"再生可能エネルギーの普及に不可欠な蓄電池(BESS:Battery Energy Storage System)の価格が急落しており、ベトナムのエネルギー転換計画に追い風となっている。政府は2030年までに300MWhのBESS導入を目標とし、太陽光・風力発電の安定供給を実現する方針だ。"
蓄電池の価格革命が、ベトナムのエネルギー転換を後押し
再生可能エネルギーの最大の弱点は「発電量が天候に左右される」という不安定性だ。この問題を解決するのが、蓄電池システム(BESS:Battery Energy Storage System)である。
2026年現在、BESSの価格は2020年比で約60%下落しており、ベトナムでも本格的な導入が現実的なコストで可能になりつつある。
ベトナムの再生可能エネルギー目標
ベトナム政府は「国家電力開発計画(PDP8)」において、再生可能エネルギーの比率を2030年までに35%、2050年までに70%に引き上げる目標を掲げている。

出典: ベトナム工業貿易省(MOIT)データをもとに作成
BESSの役割と導入計画
太陽光・風力発電は、日照や風況によって発電量が変動する。BESSはこの余剰電力を蓄え、需要が高い時間帯に放電することで、電力系統の安定化を図る。
ベトナム電力公社(EVN)は、2030年までに合計300MWhのBESSを系統に接続する計画を発表している。主な設置場所として、南部のビントゥアン省(風力・太陽光の集積地)と、中部高原地帯が候補に挙がっている。
日系企業の参入機会
BESSの導入拡大は、日系企業にとっても大きなビジネスチャンスだ。
パナソニック、東芝、GSユアサなど、日本の蓄電池メーカーはすでにベトナム市場への関心を示している。また、蓄電池の設置・保守・運用を担うEPC(設計・調達・建設)企業にとっても、新たな市場が開拓される。
| 項目 | 現状 | 2030年目標 |
|---|---|---|
| BESS導入量 | 約50MWh | 300MWh |
| 再エネ比率 | 約15% | 35% |
| 太陽光発電容量 | 約17GW | 30GW |
| 風力発電容量 | 約5GW | 21GW |
課題:系統接続と規制整備
一方で、BESSの大規模導入には課題もある。送電網の整備が追いついていない地域では、発電した電力を系統に流せない「出力制御」が発生している。

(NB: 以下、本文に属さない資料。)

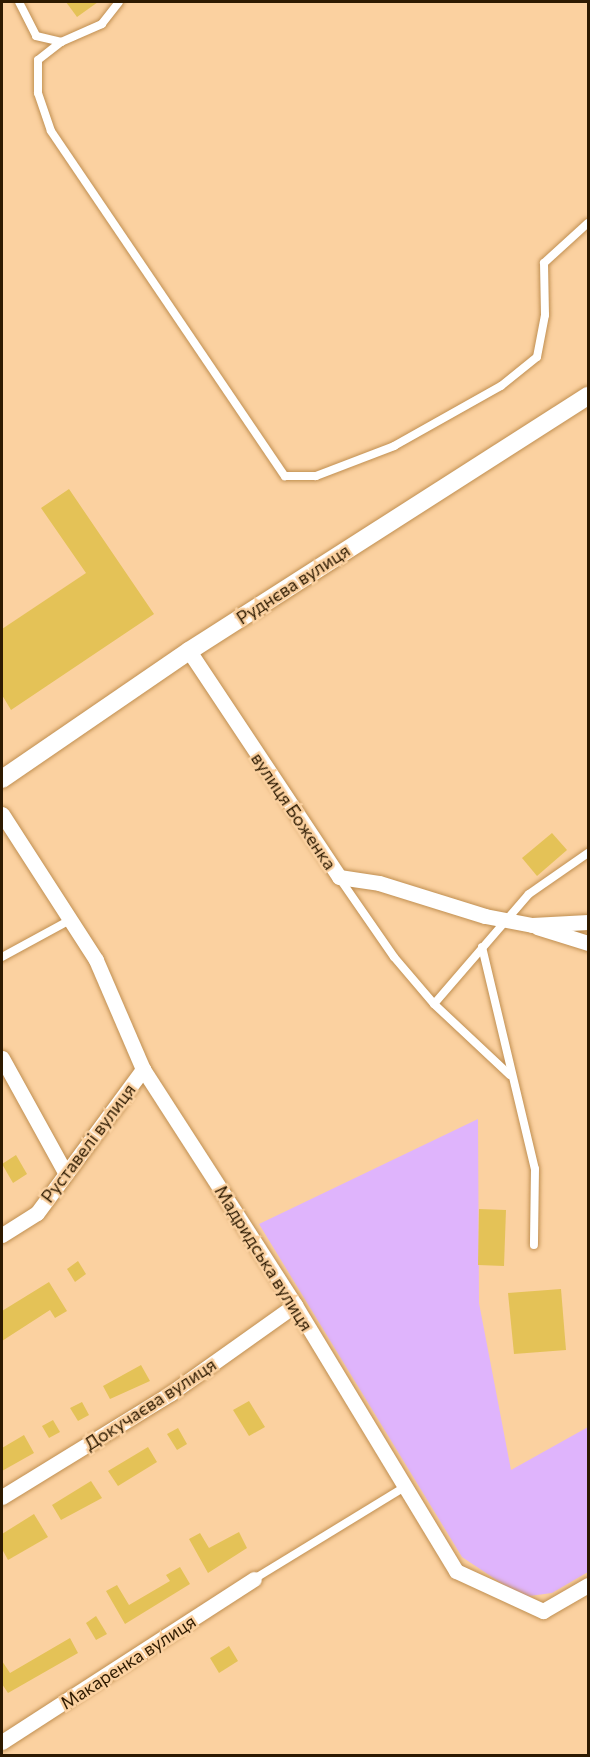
<!DOCTYPE html>
<html>
<head>
<meta charset="utf-8">
<style>
  body { margin:0 }
  #map { position:relative; width:590px; height:1757px; overflow:hidden; background:#fbd1a0; font-family:Commissioner,sans-serif }
  div>[style] { position:absolute }
  .green>* { inset:0; background:#dfb4fc }
  .building>* { inset:0; background:#e4c257 }
  .roads { filter:drop-shadow(0 0 2px #c08f51) drop-shadow(0 0 2px #c08f51) }
  .service>* { height:8px; margin:-4px; padding:0 4px; transform-origin:4px; border-radius:4px; background:#fff }
  .minor>* { height:15px; margin:-7.5px; padding:0 7.5px; transform-origin:7.5px; border-radius:7.5px; background:#fff }
  .tertiary>* { height:18px; margin:-9px; padding:0 9px; transform-origin:9px; border-radius:9px; background:#fff }
  span { translate:-50% -50%; white-space:nowrap; text-align:center; line-height:1.15; -webkit-text-stroke:5px #fbd1a0; paint-order:stroke }
  .street-label { font-size:18px; color:#2d1a01 }
  .frame { position:absolute; inset:0; border:3px solid #2d1a01; pointer-events:none }
</style>
</head>
<body>
<div id="map">
  <div class="green">
    <div style="clip-path:polygon(478px 1119px,479px 1303px,511px 1470px,588px 1427px,588px 1572px,552px 1593px,522px 1597px,462px 1557px,259px 1224px)"></div>
  </div>
  <div class="building">
    <div style="clip-path:polygon(66px 2px,98px 2px,77px 17px)"></div>
    <div style="clip-path:polygon(69px 489px,154px 614px,11px 710px,2px 695px,2px 629px,86px 573px,41px 508px)"></div>
    <div style="clip-path:polygon(552px 833px,567px 850px,537px 876px,522px 858px)"></div>
    <div style="clip-path:polygon(16px 1155px,27px 1174px,13px 1183px,2px 1164px)"></div>
    <div style="clip-path:polygon(479px 1209px,506px 1210px,504px 1266px,478px 1265px)"></div>
    <div style="clip-path:polygon(78px 1261px,86px 1274px,75px 1282px,67px 1269px)"></div>
    <div style="clip-path:polygon(49px 1282px,67px 1311px,55px 1318px,50px 1310px,2px 1341px,2px 1311px)"></div>
    <div style="clip-path:polygon(561px 1289px,566px 1350px,514px 1354px,508px 1293px)"></div>
    <div style="clip-path:polygon(141px 1365px,150px 1381px,110px 1399px,103px 1386px)"></div>
    <div style="clip-path:polygon(249px 1401px,265px 1427px,249px 1436px,233px 1410px)"></div>
    <div style="clip-path:polygon(82px 1402px,89px 1415px,78px 1421px,70px 1408px)"></div>
    <div style="clip-path:polygon(53px 1420px,60px 1432px,49px 1438px,42px 1426px)"></div>
    <div style="clip-path:polygon(178px 1428px,187px 1444px,177px 1450px,167px 1434px)"></div>
    <div style="clip-path:polygon(24px 1435px,34px 1453px,2px 1471px,2px 1448px)"></div>
    <div style="clip-path:polygon(148px 1447px,157px 1462px,118px 1486px,108px 1471px)"></div>
    <div style="clip-path:polygon(91px 1481px,102px 1498px,61px 1520px,52px 1505px)"></div>
    <div style="clip-path:polygon(34px 1514px,48px 1537px,8px 1560px,2px 1549px,2px 1534px)"></div>
    <div style="clip-path:polygon(239px 1532px,247px 1548px,208px 1573px,189px 1539px,200px 1533px,209px 1548px)"></div>
    <div style="clip-path:polygon(180px 1567px,190px 1584px,125px 1624px,106px 1591px,117px 1585px,129px 1605px,170px 1581px,166px 1575px)"></div>
    <div style="clip-path:polygon(96px 1616px,107px 1634px,96px 1640px,86px 1623px)"></div>
    <div style="clip-path:polygon(70px 1638px,78px 1653px,8px 1693px,2px 1684px,2px 1661px,10px 1673px)"></div>
    <div style="clip-path:polygon(229px 1646px,238px 1661px,219px 1673px,210px 1658px)"></div>
  </div>
  <div class="roads">
    <div class="service">
      <div style="left:19px;top:2px;width:38px;rotate:63deg"></div>
      <div style="left:36px;top:36px;width:26px;rotate:13deg"></div>
      <div style="left:119px;top:2px;width:28px;rotate:128deg"></div>
      <div style="left:102px;top:24px;width:45px;rotate:156.3deg"></div>
      <div style="left:61px;top:42px;width:29px;rotate:142deg"></div>
      <div style="left:38px;top:60px;width:33px;rotate:90deg"></div>
      <div style="left:38px;top:93px;width:40px;rotate:71.1deg"></div>
      <div style="left:51px;top:131px;width:417px;rotate:55.9deg"></div>
      <div style="left:285px;top:476px;width:31px"></div>
      <div style="left:316px;top:476px;width:84px;rotate:-21deg"></div>
      <div style="left:394px;top:446px;width:123px;rotate:-29.3deg"></div>
      <div style="left:501px;top:386px;width:46px;rotate:-38.9deg"></div>
      <div style="left:537px;top:357px;width:43px;rotate:-79.2deg"></div>
      <div style="left:545px;top:315px;width:52px;rotate:-91.1deg"></div>
      <div style="left:544px;top:263px;width:59px;rotate:-42.3deg"></div>
      <div style="left:340px;top:879px;width:95px;rotate:55.3deg"></div>
      <div style="left:394px;top:957px;width:62px;rotate:49.6deg"></div>
      <div style="left:434px;top:1004px;width:104px;rotate:43.1deg"></div>
      <div style="left:482px;top:947px;width:228px;rotate:76.6deg"></div>
      <div style="left:535px;top:1169px;width:76px;rotate:90.8deg"></div>
      <div style="left:2px;top:957px;width:80px;rotate:-28.5deg"></div>
      <div style="left:434px;top:1004px;width:145px;rotate:-49.2deg"></div>
      <div style="left:529px;top:894px;width:72px;rotate:-34.8deg"></div>
      <div style="left:254px;top:1579px;width:177px;rotate:-31.4deg"></div>
    </div>
    <div class="minor">
      <div style="left:189px;top:651px;width:271px;rotate:56.4deg"></div>
      <div style="left:339px;top:877px;width:40px;rotate:8.5deg"></div>
      <div style="left:379px;top:883px;width:111px;rotate:17.3deg"></div>
      <div style="left:485px;top:916px;width:48px;rotate:10.8deg"></div>
      <div style="left:532px;top:925px;width:56px;rotate:-3.1deg"></div>
      <div style="left:2px;top:814px;width:174px;rotate:57.2deg"></div>
      <div style="left:96px;top:960px;width:119px;rotate:66.7deg"></div>
      <div style="left:143px;top:1069px;width:281px;rotate:57.2deg"></div>
      <div style="left:295px;top:1305px;width:311px;rotate:58.8deg"></div>
      <div style="left:456px;top:1571px;width:96px;rotate:24.7deg"></div>
      <div style="left:543px;top:1611px;width:52px;rotate:-30deg"></div>
      <div style="left:537px;top:927px;width:53px;rotate:17.4deg"></div>
      <div style="left:2px;top:1058px;width:132px;rotate:61.1deg"></div>
      <div style="left:2px;top:1235px;width:41px;rotate:-32.2deg"></div>
      <div style="left:37px;top:1213px;width:179px;rotate:-53.6deg"></div>
      <div style="left:2px;top:1497px;width:198px;rotate:-31.6deg"></div>
      <div style="left:171px;top:1393px;width:152px;rotate:-35.4deg"></div>
      <div style="left:2px;top:1742px;width:300px;rotate:-32.9deg"></div>
    </div>
    <div class="tertiary">
      <div style="left:2px;top:779px;width:227px;rotate:-34.4deg"></div>
      <div style="left:189px;top:651px;width:474px;rotate:-32.6deg"></div>
    </div>
  </div>
  <div class="street-label">
    <span style="left:293px;top:584px;rotate:-33deg">Руднєва вулиця</span>
    <span style="left:294px;top:811px;rotate:56deg">вулиця Боженка</span>
    <span style="left:88px;top:1143px;rotate:-53deg">Руставелі вулиця</span>
    <span style="left:264px;top:1258px;rotate:58deg">Мадридська вулиця</span>
    <span style="left:150px;top:1404px;rotate:-33deg">Докучаєва вулиця</span>
    <span style="left:128px;top:1662px;rotate:-33deg">Макаренка вулиця</span>
  </div>
  <div class="frame"></div>
</div>
</body>
</html>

また、BESSの設置・運用に関する規制・認可制度がまだ整備途上にあり、外資系企業が参入する際の障壁となっている。
[参考文献]
[1] Vietnam Ministry of Industry and Trade. "National Power Development Plan 8 (PDP8)." 2023.
[2] EVN. "Battery Energy Storage System Deployment Plan." 2026.